Can individuals really make any impact or are we wasting our time?
I have been pondering these issues for some time and wrote about plastics a couple of weeks ago. I make no apology by returning again to the subject. No matter what I do as an individual I am in danger of feeling like a salmon swimming upstream. I switch from shower gel to soap to save plastic. My soap bar is packaged in a cardboard box, all good. However, when I open the box the bar is encased in a plastic bag. Body Shop no longer refills plastic containers; that strikes me as very strange seeing as they were eco pioneers.
Pay more, buy less
Morrisons has trumpeted the fact it is introducing plastic free fruit and veg aisles in 60 of their stores; this is great. Yet it appears we pay more when fresh produce is not wrapped and it also takes three uses of a paper bag to justify the high production costs. OK, Morrisons says that switching in this way will reduce plastic use by 156 tonnes annually. But will it be enough?
Are we in danger of being hypocritical?
But these changes do not address the culture we find ourselves in. Returning to Glastonbury we see that many people buy a tent and then abandon it at the end of the festival. Apparently 1 in 3 tents has been left behind. Companies have introduced “recyclable” tents made of cardboard but surely all tents are reusable? Or at least they were when I was growing up? The irony is one of these super convenient pop up tents has sufficient plastic in it to make almost 90 plastic bottles or almost 900 crisp packets. Guess what, tent fabric cannot be recycled.
Is our current lifestyle still sustainable?
So, what happened that we became seduced by the concept of disposable coffee cups, sandwich boxes, pizza packages and plastic bottles? I am almost certain there will be a consumer backlash eventually. After all we can’t all be made to feel guilty the whole time can we? There has to be a massive shift in philosophy and behaviour by everyone if we are to tackle this issue.
Has the consumer backlash already started?
A colleague, for example has stopped buying crisps because currently bags cannot be recycled easily. These are the ultimate in disposable. We pay over the odds for 25g of potato and then dump the packaging. Walkers have said they are yet to find a viable alternative to maintain freshness. Is this just a tiny example of consumer backlash at work.

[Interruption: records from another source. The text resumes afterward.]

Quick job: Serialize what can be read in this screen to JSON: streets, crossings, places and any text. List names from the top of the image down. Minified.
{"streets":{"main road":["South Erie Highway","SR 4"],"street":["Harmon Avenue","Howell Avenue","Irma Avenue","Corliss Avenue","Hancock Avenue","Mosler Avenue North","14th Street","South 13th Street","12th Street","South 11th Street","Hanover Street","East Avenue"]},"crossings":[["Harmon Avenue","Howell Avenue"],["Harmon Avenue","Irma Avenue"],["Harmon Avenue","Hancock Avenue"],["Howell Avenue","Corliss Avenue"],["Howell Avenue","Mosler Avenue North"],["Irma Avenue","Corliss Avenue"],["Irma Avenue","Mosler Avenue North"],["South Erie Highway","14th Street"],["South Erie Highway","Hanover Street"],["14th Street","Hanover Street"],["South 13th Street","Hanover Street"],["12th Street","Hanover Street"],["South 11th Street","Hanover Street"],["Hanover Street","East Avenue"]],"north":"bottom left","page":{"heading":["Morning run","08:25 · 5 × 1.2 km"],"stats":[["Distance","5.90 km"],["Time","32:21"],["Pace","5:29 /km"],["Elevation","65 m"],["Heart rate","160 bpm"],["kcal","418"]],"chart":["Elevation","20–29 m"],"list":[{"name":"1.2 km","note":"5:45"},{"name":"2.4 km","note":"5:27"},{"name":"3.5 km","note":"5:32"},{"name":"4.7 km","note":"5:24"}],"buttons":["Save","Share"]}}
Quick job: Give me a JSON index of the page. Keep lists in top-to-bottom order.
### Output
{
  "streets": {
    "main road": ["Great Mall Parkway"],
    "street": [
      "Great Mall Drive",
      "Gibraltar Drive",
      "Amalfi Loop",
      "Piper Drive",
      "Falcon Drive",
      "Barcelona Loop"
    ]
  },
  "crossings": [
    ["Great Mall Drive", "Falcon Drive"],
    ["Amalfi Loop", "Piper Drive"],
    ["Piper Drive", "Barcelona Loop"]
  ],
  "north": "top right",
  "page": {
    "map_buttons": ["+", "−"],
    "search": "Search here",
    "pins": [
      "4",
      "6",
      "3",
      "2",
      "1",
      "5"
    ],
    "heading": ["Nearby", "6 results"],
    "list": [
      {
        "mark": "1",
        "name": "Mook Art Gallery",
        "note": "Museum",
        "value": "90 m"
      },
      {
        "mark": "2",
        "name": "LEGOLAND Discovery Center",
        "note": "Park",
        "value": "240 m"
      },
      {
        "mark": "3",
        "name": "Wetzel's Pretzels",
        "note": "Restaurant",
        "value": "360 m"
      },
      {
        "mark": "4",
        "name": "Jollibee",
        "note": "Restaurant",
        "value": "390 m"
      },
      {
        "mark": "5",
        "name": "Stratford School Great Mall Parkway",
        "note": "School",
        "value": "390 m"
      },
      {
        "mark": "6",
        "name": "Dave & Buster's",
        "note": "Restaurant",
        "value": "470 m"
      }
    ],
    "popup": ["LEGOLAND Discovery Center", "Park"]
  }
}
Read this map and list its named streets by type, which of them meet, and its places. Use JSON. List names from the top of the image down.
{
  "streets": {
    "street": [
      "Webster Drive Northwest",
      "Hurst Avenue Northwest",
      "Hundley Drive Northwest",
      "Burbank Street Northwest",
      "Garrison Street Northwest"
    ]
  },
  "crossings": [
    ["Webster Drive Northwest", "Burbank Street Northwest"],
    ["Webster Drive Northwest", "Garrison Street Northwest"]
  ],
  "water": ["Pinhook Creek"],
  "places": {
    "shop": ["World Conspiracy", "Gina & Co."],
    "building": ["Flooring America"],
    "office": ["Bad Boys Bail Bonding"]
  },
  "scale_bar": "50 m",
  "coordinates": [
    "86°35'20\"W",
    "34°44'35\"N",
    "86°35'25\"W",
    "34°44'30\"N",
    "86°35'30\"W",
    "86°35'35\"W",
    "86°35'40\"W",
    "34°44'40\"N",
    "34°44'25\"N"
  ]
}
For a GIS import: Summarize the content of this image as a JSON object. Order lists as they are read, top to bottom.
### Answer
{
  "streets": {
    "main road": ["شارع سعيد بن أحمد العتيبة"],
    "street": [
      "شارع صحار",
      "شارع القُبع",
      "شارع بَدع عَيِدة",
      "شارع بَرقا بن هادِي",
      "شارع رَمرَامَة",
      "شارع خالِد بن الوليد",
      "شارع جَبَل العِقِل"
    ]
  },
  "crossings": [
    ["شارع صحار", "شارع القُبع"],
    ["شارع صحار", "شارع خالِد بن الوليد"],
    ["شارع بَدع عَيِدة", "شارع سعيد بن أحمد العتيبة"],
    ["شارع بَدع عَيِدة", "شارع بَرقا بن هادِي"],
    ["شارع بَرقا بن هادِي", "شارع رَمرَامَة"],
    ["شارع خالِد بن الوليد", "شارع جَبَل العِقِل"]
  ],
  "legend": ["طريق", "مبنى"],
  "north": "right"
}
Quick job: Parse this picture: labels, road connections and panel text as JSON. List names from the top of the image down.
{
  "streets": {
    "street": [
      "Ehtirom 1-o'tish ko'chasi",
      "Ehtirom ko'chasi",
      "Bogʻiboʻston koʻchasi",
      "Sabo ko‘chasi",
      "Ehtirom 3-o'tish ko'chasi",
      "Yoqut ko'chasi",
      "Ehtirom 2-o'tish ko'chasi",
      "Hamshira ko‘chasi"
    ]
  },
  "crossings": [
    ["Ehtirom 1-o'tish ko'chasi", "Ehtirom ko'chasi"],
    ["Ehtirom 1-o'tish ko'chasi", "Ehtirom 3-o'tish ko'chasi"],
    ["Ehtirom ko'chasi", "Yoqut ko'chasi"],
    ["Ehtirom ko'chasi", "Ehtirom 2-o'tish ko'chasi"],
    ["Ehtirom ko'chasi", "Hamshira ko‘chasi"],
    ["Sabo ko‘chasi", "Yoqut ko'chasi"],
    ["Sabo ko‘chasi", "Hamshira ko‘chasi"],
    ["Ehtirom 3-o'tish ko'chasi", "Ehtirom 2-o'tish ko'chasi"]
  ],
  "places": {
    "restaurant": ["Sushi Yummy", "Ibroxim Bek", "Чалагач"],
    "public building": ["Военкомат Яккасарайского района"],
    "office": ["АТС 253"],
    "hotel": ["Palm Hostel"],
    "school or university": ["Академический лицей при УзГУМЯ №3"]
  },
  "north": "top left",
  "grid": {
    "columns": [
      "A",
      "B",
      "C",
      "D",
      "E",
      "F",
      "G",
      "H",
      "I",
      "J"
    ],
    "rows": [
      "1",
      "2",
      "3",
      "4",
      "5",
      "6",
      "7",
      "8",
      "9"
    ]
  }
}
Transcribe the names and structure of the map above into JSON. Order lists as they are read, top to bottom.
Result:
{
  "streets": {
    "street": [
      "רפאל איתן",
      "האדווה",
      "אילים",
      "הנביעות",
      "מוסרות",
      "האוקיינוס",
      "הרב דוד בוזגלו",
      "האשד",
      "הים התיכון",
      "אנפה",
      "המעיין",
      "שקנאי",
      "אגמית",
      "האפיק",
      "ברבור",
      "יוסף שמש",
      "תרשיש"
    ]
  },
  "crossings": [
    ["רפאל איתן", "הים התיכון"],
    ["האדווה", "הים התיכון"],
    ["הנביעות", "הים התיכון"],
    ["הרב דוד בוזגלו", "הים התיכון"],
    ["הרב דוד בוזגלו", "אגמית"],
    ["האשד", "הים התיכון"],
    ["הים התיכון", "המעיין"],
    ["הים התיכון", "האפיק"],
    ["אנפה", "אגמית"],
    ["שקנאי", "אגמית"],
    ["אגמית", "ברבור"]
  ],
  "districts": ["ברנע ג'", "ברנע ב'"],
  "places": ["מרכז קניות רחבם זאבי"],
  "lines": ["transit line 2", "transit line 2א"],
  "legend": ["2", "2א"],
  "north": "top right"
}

Creative, agile thinking is what the Food Industry needs
I think the Food Industry needs to work with consumers; it is a symbiotic relationship after all. I feel that if we can undertake space exploration we can invent ourselves out of this damaging situation surely? We need creative and agile thinking l to change behaviours, perceptions and the seemingly unhalting desire for growth.
What is the future?
I thought we might be moving towards a tipping point but having watched the great Glastonbury clean up I am not so sure. What options do you think there are? What are you doing to reduce plastic, single use consumption and waste? Do you blame the Food Industry or do you think we should be working together to effect change? I’d be interested to hear your ideas, opinions and tips.
If any of this has given you food for thought then perhaps it’s worth having a chat about your potential options. If this is of interest then do give me a call for a no obligation discussion on +44 7793 526078. On the other hand you can Click Here to schedule an appointment directly with me, to suit your needs.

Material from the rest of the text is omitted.